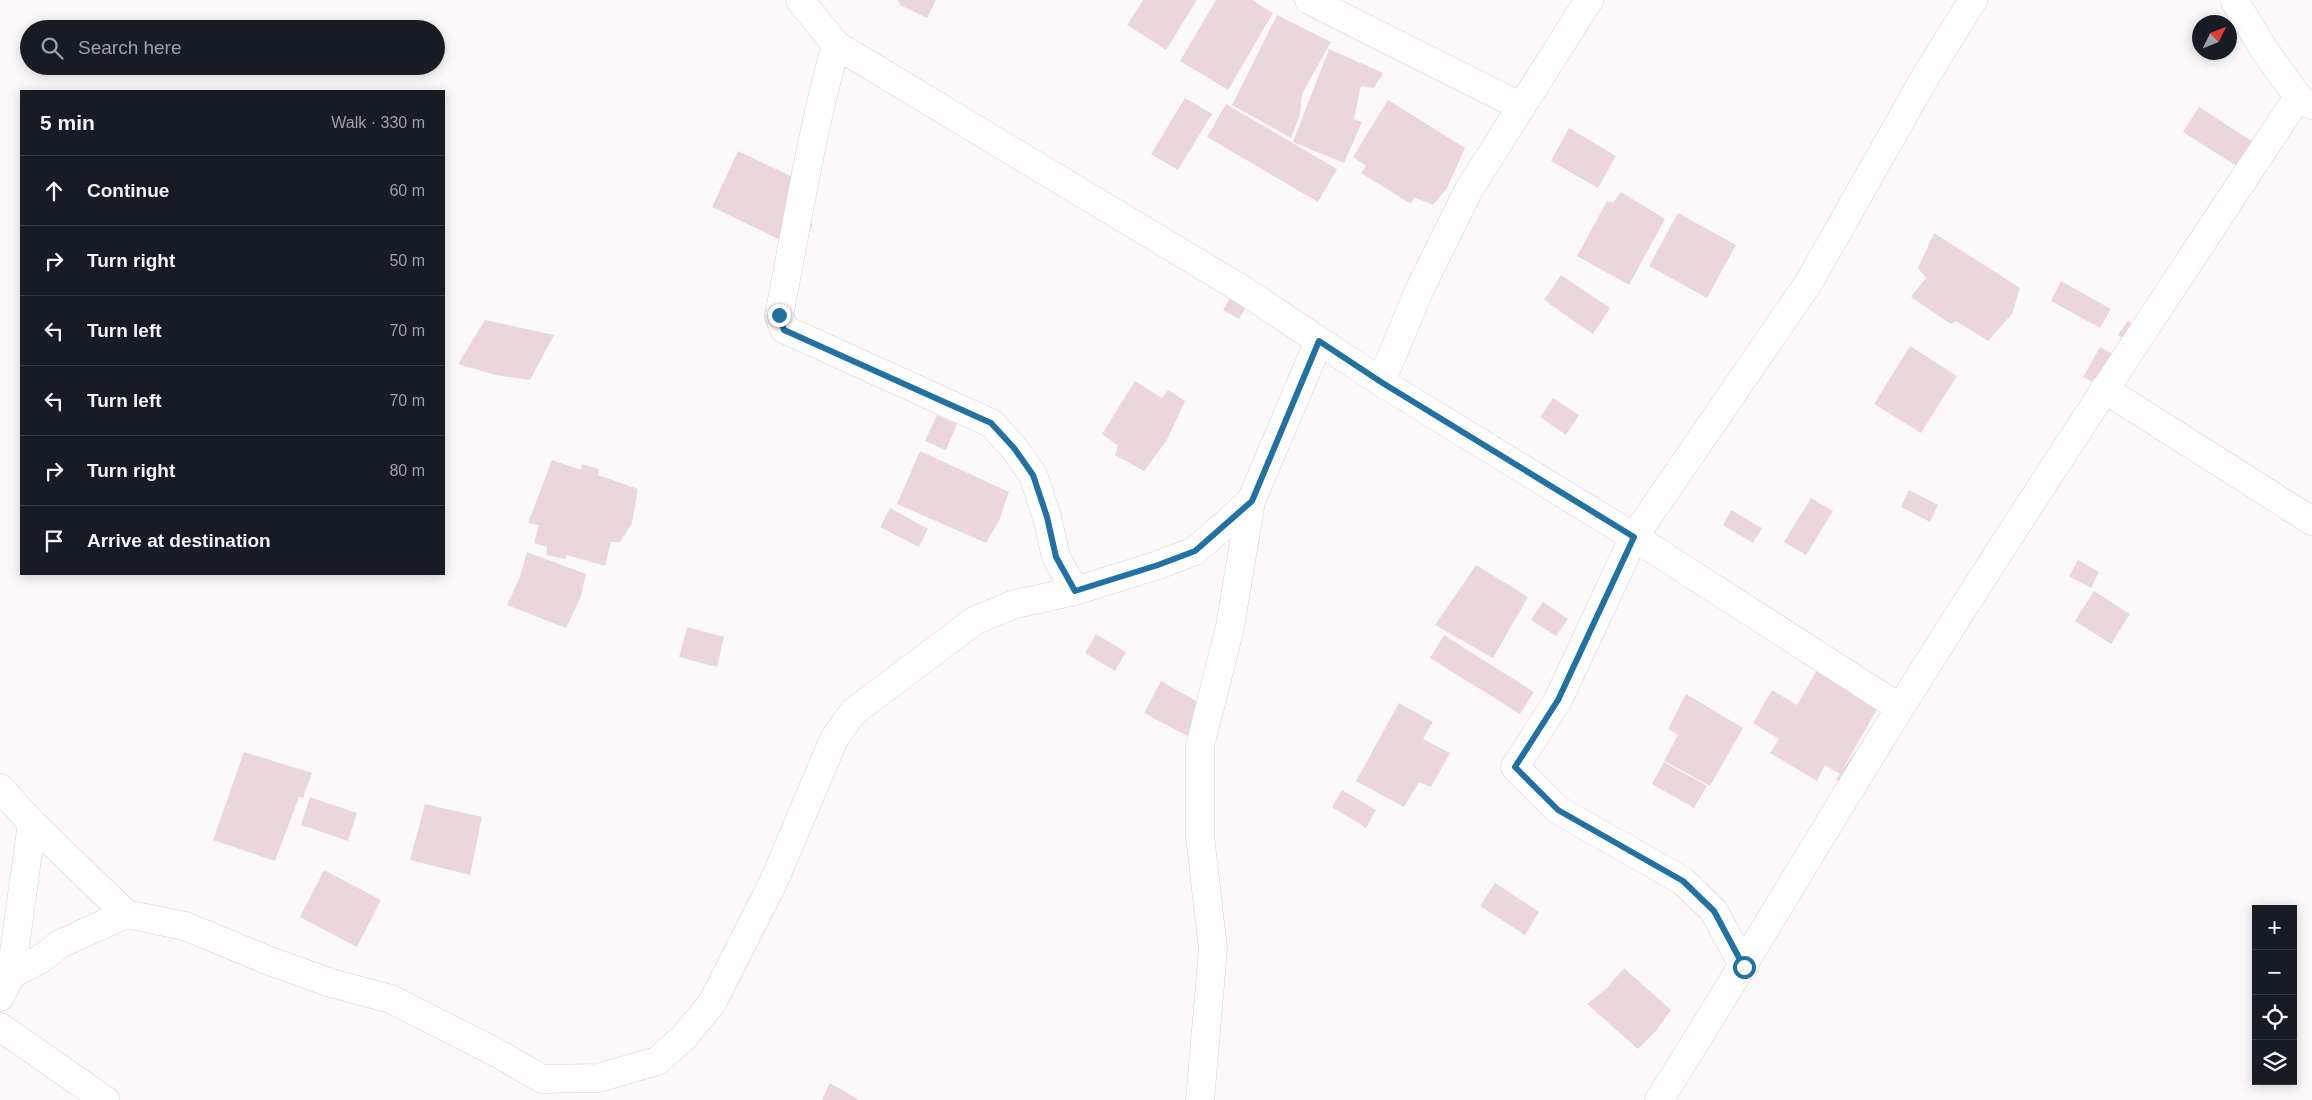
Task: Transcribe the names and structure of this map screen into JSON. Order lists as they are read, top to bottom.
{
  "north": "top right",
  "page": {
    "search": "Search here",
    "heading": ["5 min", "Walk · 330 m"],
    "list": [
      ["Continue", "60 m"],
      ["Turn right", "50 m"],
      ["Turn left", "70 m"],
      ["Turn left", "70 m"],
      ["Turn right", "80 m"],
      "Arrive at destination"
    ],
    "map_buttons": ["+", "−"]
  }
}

==

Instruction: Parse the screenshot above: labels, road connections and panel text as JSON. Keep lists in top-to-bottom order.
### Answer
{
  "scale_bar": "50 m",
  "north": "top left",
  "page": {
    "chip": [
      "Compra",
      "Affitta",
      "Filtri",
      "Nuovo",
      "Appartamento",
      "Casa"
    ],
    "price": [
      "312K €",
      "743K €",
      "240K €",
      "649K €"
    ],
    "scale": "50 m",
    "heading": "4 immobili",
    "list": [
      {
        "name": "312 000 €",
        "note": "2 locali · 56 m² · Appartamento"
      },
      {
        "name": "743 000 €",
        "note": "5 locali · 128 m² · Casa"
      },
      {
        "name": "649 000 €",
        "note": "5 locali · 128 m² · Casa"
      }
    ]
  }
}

* * *

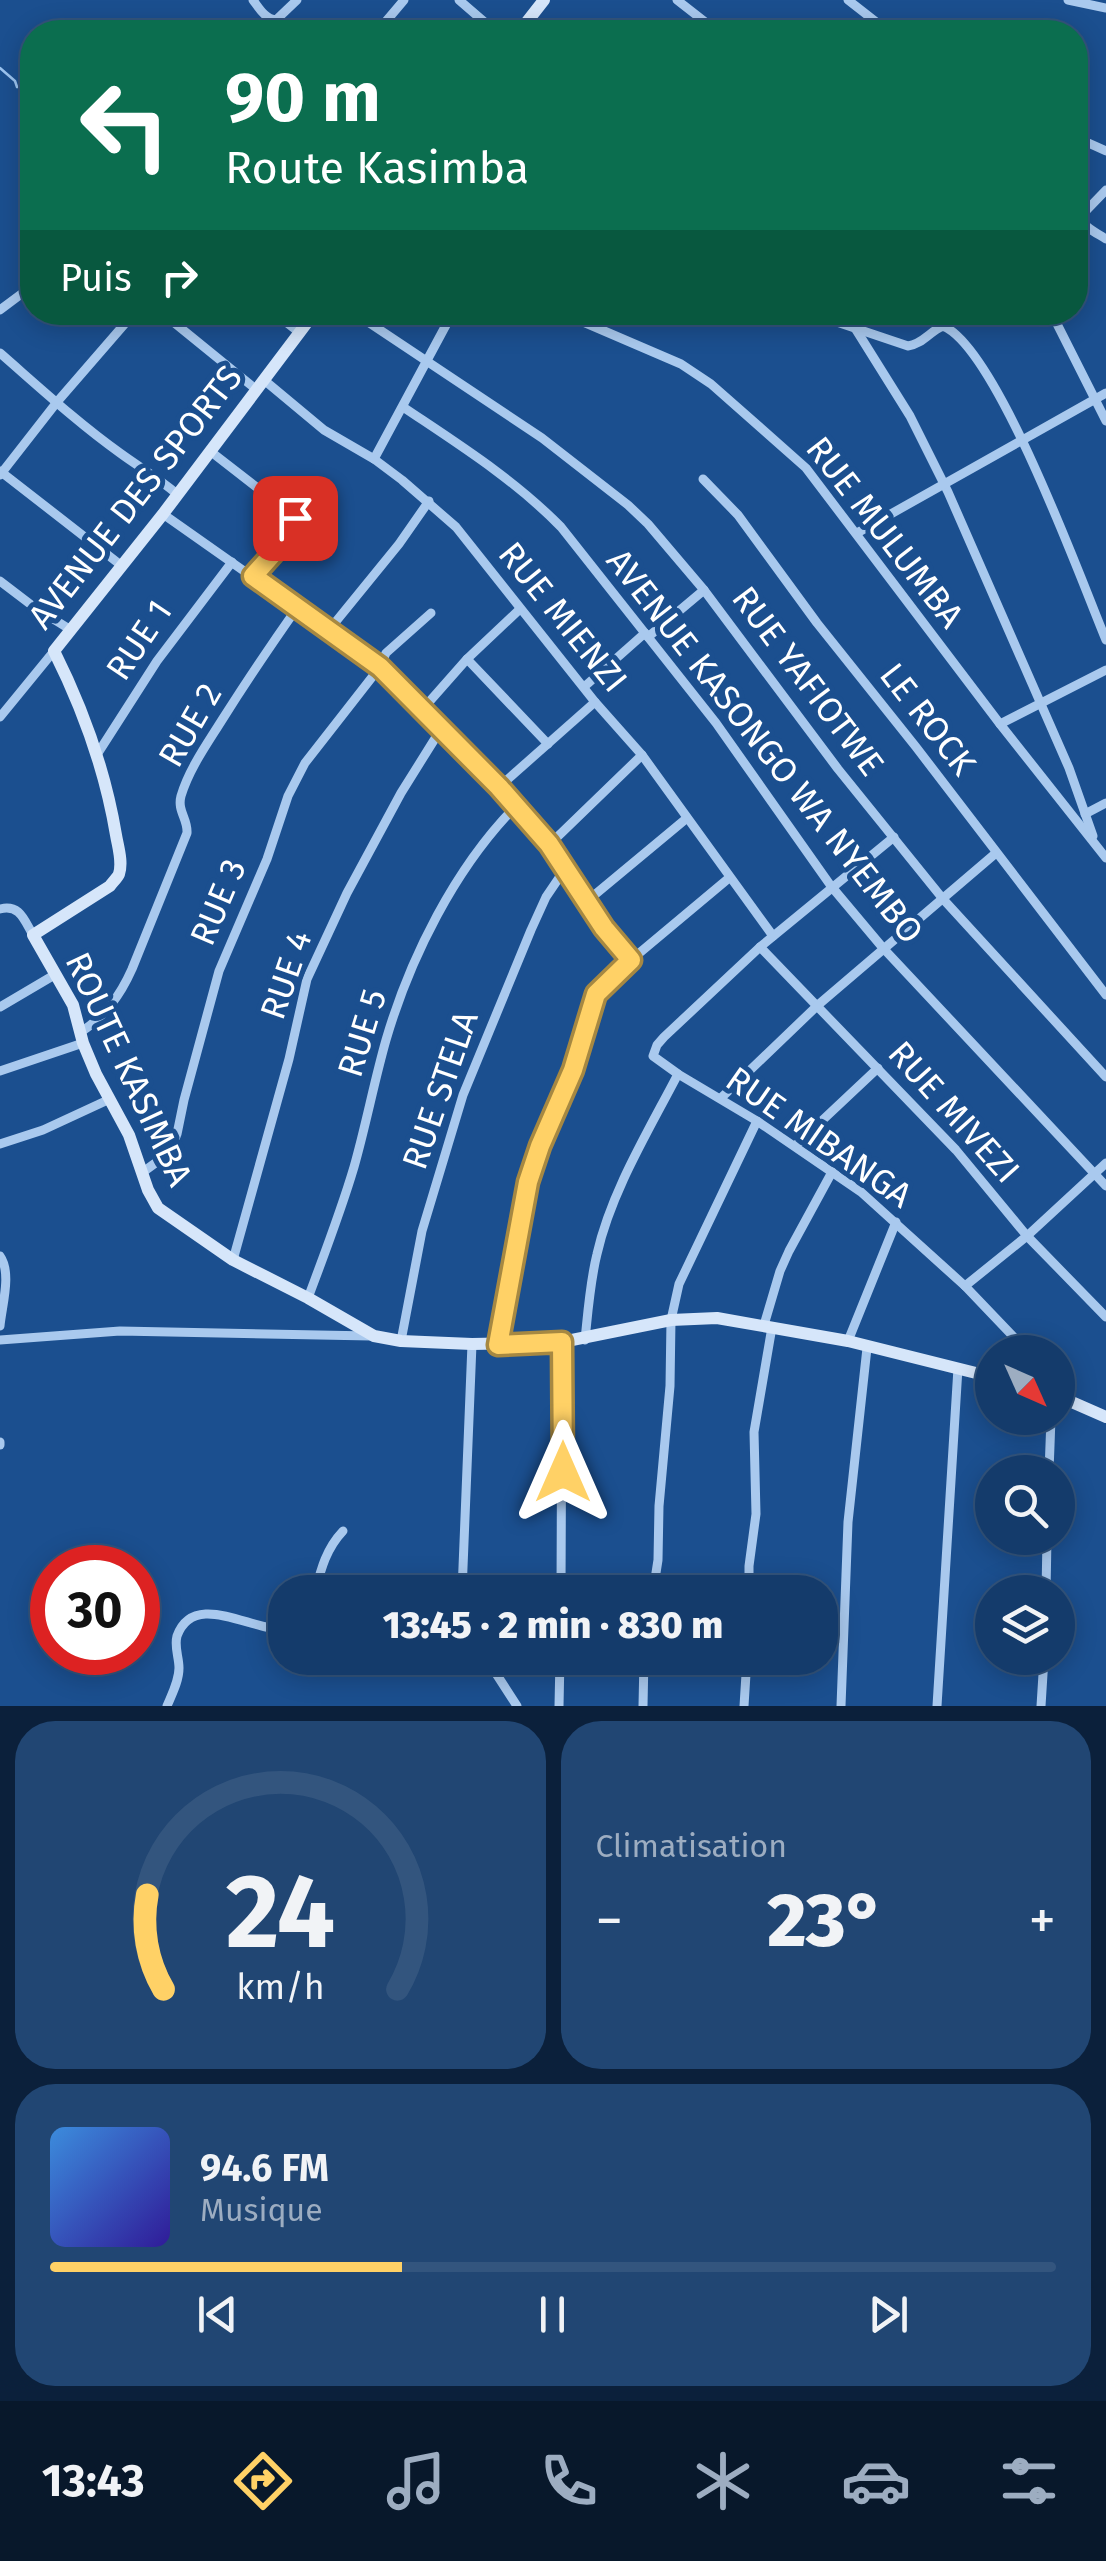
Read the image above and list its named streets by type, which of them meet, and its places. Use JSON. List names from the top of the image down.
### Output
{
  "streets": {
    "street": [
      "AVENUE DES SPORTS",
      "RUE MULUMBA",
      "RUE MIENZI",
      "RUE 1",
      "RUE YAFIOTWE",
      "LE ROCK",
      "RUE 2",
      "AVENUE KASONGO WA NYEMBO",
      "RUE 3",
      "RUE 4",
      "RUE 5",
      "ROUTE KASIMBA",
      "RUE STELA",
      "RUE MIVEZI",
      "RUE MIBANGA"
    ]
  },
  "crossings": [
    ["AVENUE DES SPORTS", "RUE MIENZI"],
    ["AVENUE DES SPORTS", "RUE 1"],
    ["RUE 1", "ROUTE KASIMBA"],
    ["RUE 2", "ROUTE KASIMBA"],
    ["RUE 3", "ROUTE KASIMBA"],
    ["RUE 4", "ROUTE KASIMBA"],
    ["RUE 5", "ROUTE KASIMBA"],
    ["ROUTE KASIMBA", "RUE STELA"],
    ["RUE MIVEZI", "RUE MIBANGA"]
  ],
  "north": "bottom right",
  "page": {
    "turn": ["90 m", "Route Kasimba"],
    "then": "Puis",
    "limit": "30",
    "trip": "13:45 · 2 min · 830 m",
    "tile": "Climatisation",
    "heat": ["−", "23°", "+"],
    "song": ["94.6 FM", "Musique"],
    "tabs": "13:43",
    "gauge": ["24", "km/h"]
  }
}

### [Your goal]
Every line holding the string "above" should be copied here, so please find those lines in the data.

### [Written solution]
Instruction: Parse the screenshot above: labels, road connections and panel text as JSON. Keep lists in top-to-bottom order.
Read the image above and list its named streets by type, which of them meet, and its places. Use JSON. List names from the top of the image down.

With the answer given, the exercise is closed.